Would you write out the full listing exactly, without any pictures?

SOURCE MATERIAL:
=== Begin Enclosure ===
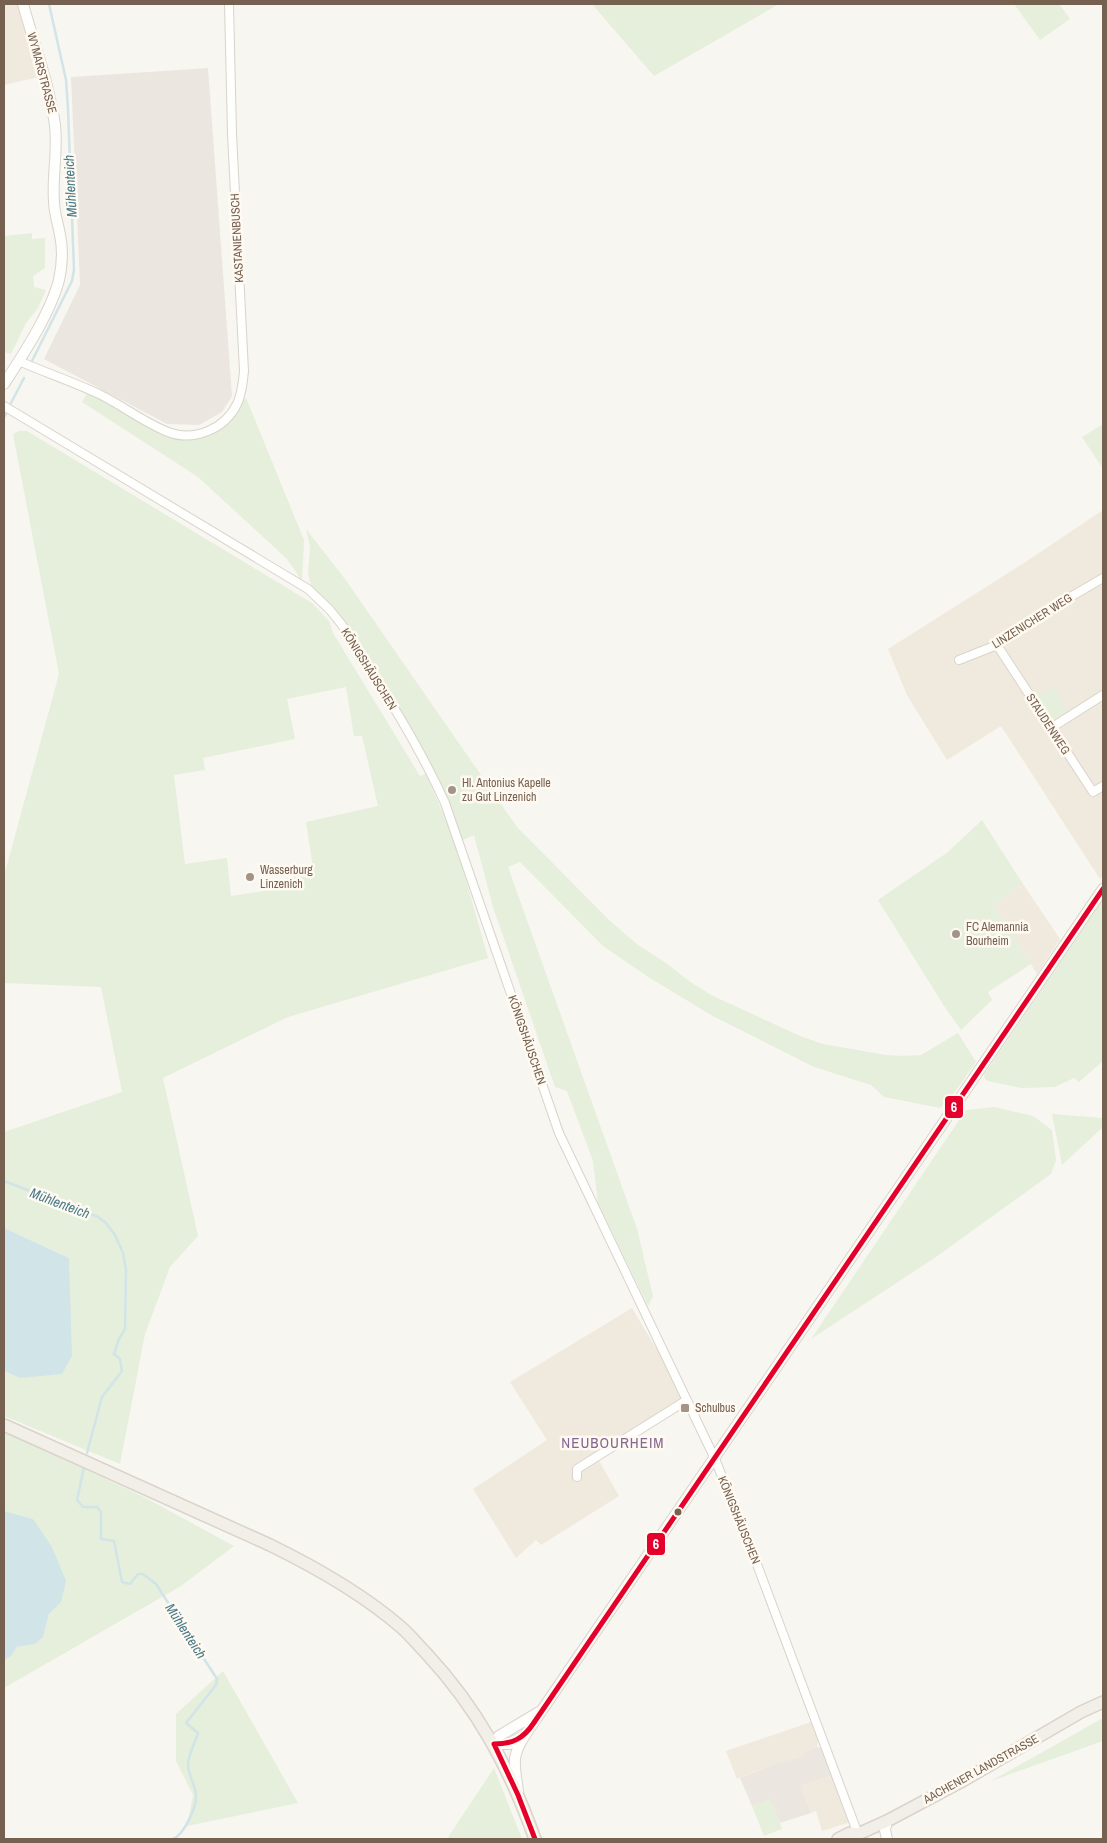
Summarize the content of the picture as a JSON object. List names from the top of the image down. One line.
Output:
{"streets":{"main road":["AACHENER LANDSTRASSE"],"street":["WYMARSTRASSE","KASTANIENBUSCH","LINZENICHER WEG","KÖNIGSHÄUSCHEN","STAUDENWEG"]},"crossings":[["WYMARSTRASSE","KASTANIENBUSCH"],["LINZENICHER WEG","STAUDENWEG"],["KÖNIGSHÄUSCHEN","AACHENER LANDSTRASSE"]],"districts":["NEUBOURHEIM"],"water":["Mühlenteich"],"places":{"other":["Hl. Antonius Kapelle zu Gut Linzenich","Wasserburg Linzenich","FC Alemannia Bourheim"],"transit":["Schulbus"]},"lines":["transit line 6"]}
=== End Enclosure ===
SOLUTION TO THE PROBLEM:
Summarize the content of the picture as a JSON object. List names from the top of the image down. One line.
Output:
{"streets":{"main road":["AACHENER LANDSTRASSE"],"street":["WYMARSTRASSE","KASTANIENBUSCH","LINZENICHER WEG","KÖNIGSHÄUSCHEN","STAUDENWEG"]},"crossings":[["WYMARSTRASSE","KASTANIENBUSCH"],["LINZENICHER WEG","STAUDENWEG"],["KÖNIGSHÄUSCHEN","AACHENER LANDSTRASSE"]],"districts":["NEUBOURHEIM"],"water":["Mühlenteich"],"places":{"other":["Hl. Antonius Kapelle zu Gut Linzenich","Wasserburg Linzenich","FC Alemannia Bourheim"],"transit":["Schulbus"]},"lines":["transit line 6"]}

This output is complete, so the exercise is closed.